FOTO: HENK VAN RAAIJ/REGIO ACHTERHOEK
Het Centrum voor Innovatief Vakmanschap Oost Nederland (CIVON) en RCT Gelderland hebben een cobotpool opgezet waar maakbedrijven op een laagdrempelige manier experimenteren met collaboratieve robots voor zware of eentonige werkzaamheden. Om de zo veel weken verhuizen de cobots naar een ander bedrijf. Onderling wisselen de bedrijven kennis en ervaring uit. Leerlingen van het Graafschap College helpen bij de implementatie van de cobots.

Punten van zorg

Dat het de maakindustrie in de Achterhoek voor de wind gaat, betekent niet dat dit zo blijft. De bedrijven zijn in hun sector toonaangevend, maar in een snel veranderende wereldmarkt moeten ze constant op hun hoede zijn. Waar maken de verborgen kampioenen in de Achterhoekse maakindustrie zich zorgen over?

Manarm meubels maken

Smart industry biedt ook kansen voor een ambachtelijke bedrijfstak zoals de interieurbouw en meubelindustrie. Dat zien we bijvoorbeeld bij Stooff Interior Projects (Eibergen) en BSM Factory (Borculo). Beide Achterhoekse bedrijven hebben hun productie vergaand gedigitaliseerd. De reden: de markt vraagt niet alleen om snelheid en flexibiliteit, maar ook op maat gemaakte meubels en interieurs. Het productieproces is ‘manarm’ en wordt aangestuurd met intelligente 3D-tekeningen en geavanceerde automatisering. Stooff maakt bijvoorbeeld de balies voor de paspoortcontrole op Schiphol, terwijl BSM Factory zich van een traditionele meubelfabriek heeft ontwikkeld tot een specialist in 3D-gevormde massief houten onderdelen. Net zoals Stooff levert BSM Factory veel aan het buitenland, waaronder orgelkasten voor kerken in het Verre Oosten.

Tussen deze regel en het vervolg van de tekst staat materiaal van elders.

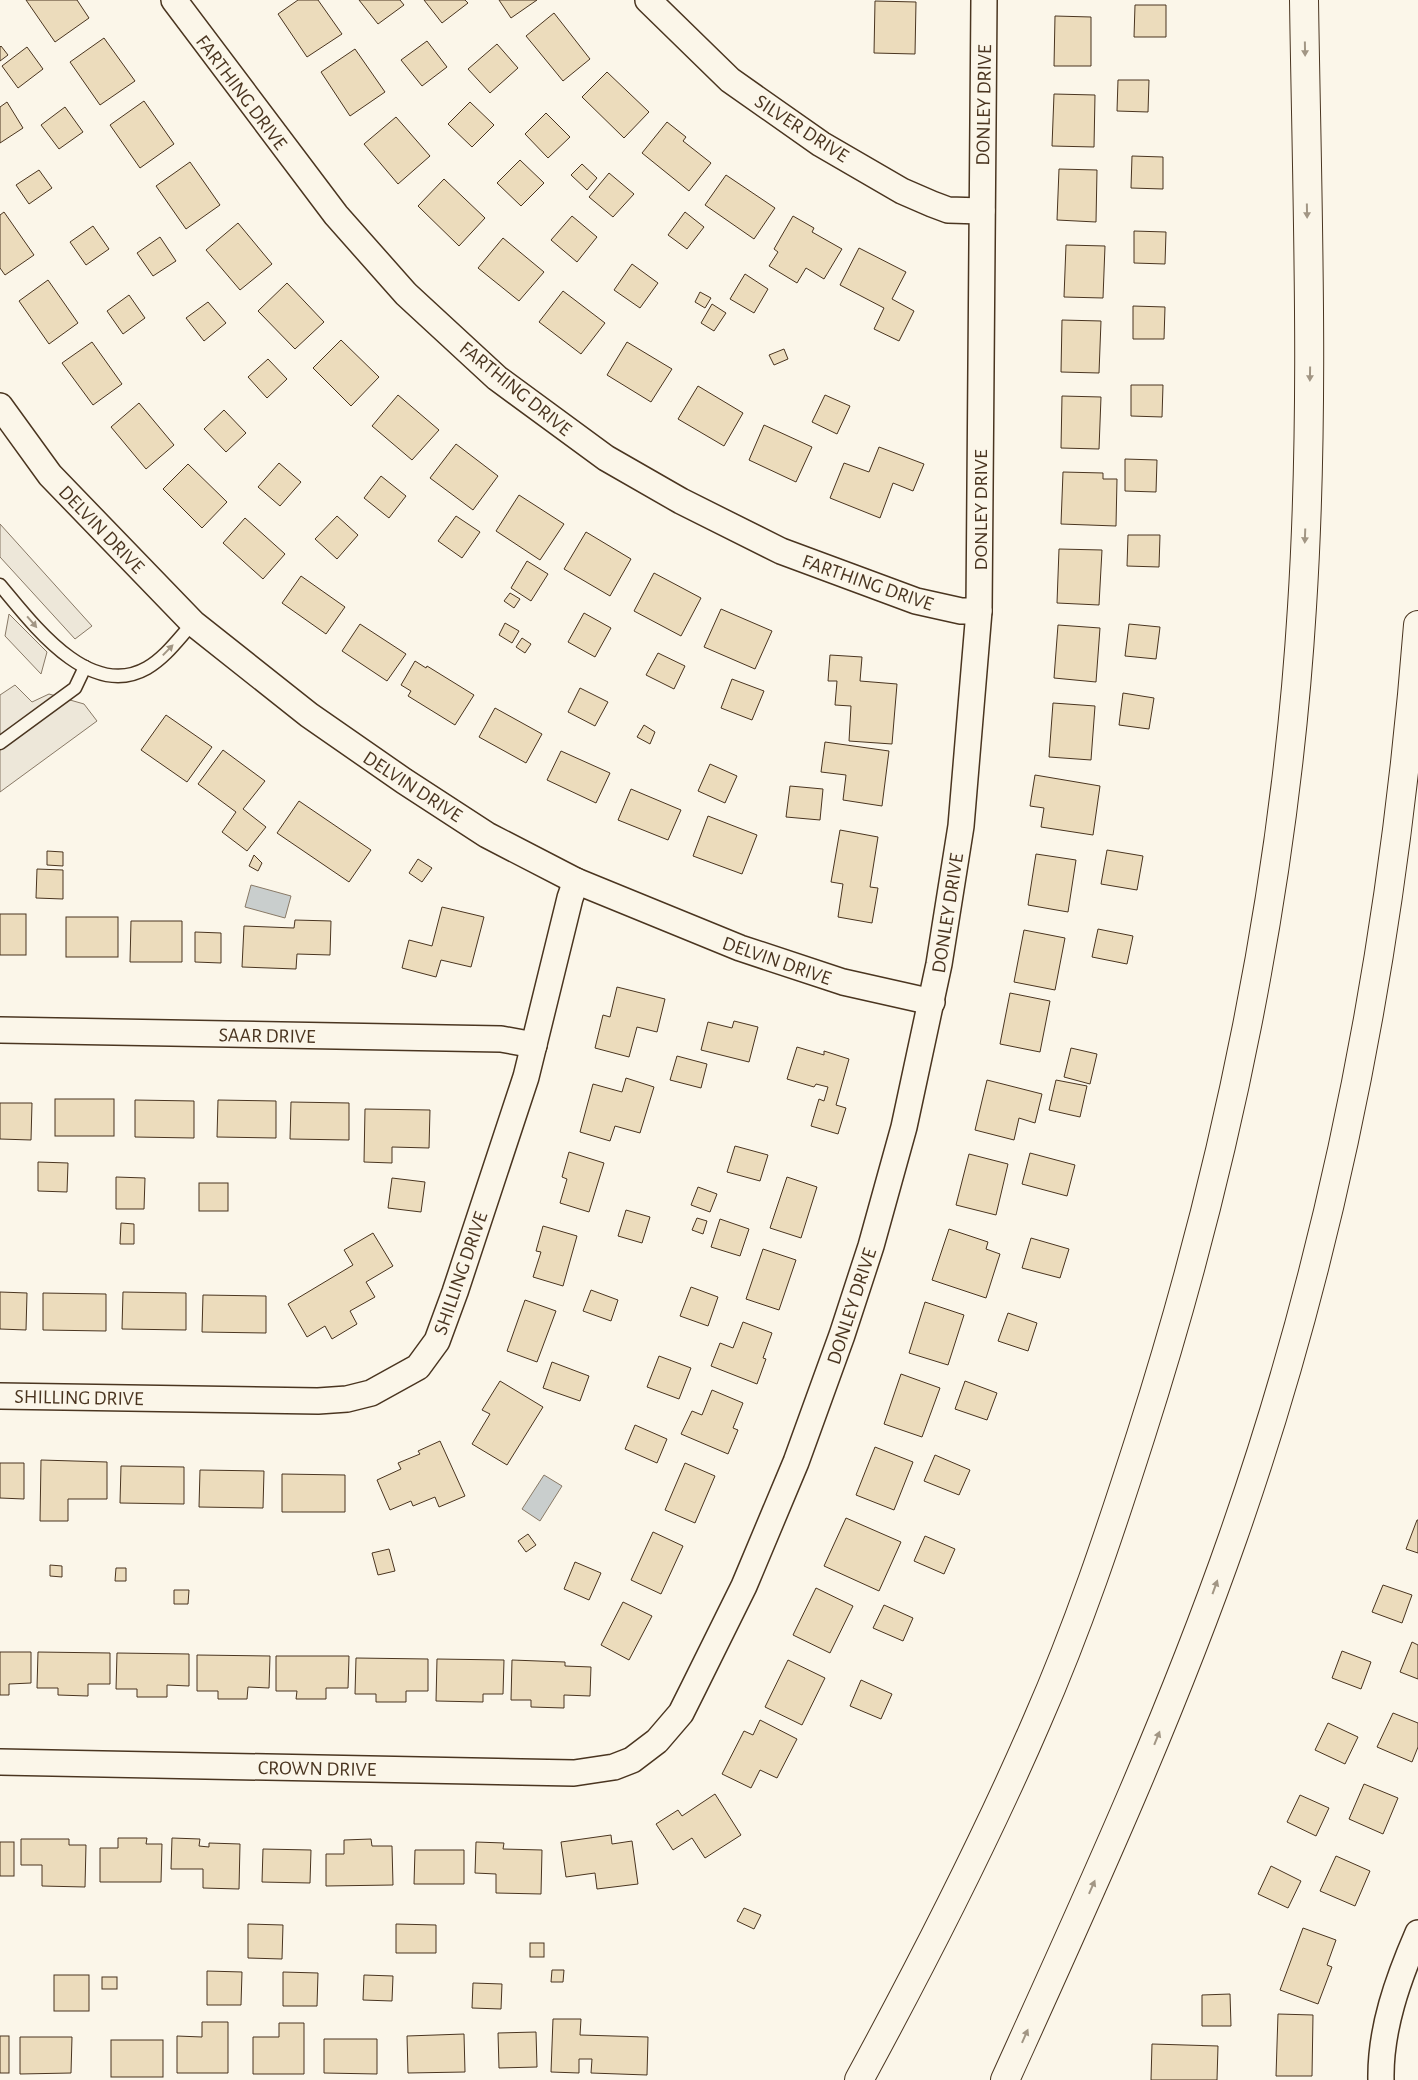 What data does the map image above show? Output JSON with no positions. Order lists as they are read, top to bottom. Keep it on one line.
{"streets":{"street":["FARTHING DRIVE","DONLEY DRIVE","SILVER DRIVE","DELVIN DRIVE","SAAR DRIVE","SHILLING DRIVE","CROWN DRIVE"]},"crossings":[["FARTHING DRIVE","DONLEY DRIVE"],["DONLEY DRIVE","SILVER DRIVE"],["DONLEY DRIVE","DELVIN DRIVE"],["DONLEY DRIVE","CROWN DRIVE"],["DELVIN DRIVE","SHILLING DRIVE"],["SAAR DRIVE","SHILLING DRIVE"]]}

Het grootste zorgpunt is de groeiende behoefte in de regio aan gekwalificeerd technisch personeel. Maakbedrijven hebben continu meer werk dan mensen. Niet alleen kiezen nog te weinig jongeren voor techniek, de komende jaren gaan veel babyboomers met pensioen – en dat terwijl de orderportefeuilles toenemen. Er is met name vraag naar mensen met een technische hbo- en mbo-opleiding in de werktuigbouwkunde en elektrotechniek. Vooral techneuten met kennis op het snijvlak van beide vakken zijn erg gewild. Voor softwareontwikkelaars, procesengineers en storingsmonteurs liggen de banen voor het oprapen. Onder de naam SmartHub Achterhoek promoot de streek zich daarom als dé stage- en afstudeerregio van ons land. De boodschap: in de Achterhoek vind je makkelijk een geschikte stage en passende baan. Hightechbedrijf Nedap uit Groenlo is zelfs aanwezig bij de Zwarte Cross om nieuw personeel te werven.

Een ander punt van zorg is het niveau van het aanstormende talent. Als Achterhoekse bedrijven al in contact komen met jongeren met een technisch diploma, is er niet altijd een match met de gevraagde competenties. In de woorden van een ondernemer: ‘Dan blijkt opeens dat de jongeren les hebben gehad uit een boekje uit de jaren 90, terwijl de branche intussen helemaal veranderd is’. Sommige bedrijven reageren daarop met een interne opleiding, een bedrijfsschool nieuwe stijl. Neem de firma Beele Engineering, die in Aalten een heuse campus (Sealing Valley) heeft gebouwd, een expertisecentrum om talent, personeel en klanten de laatste inzichten op het gebied van brandveiligheidstechnologie bij te brengen. Andere firma’s zoeken het in samenwerking met onderwijsinstellingen, waaronder het Graafschap College in Doetinchem.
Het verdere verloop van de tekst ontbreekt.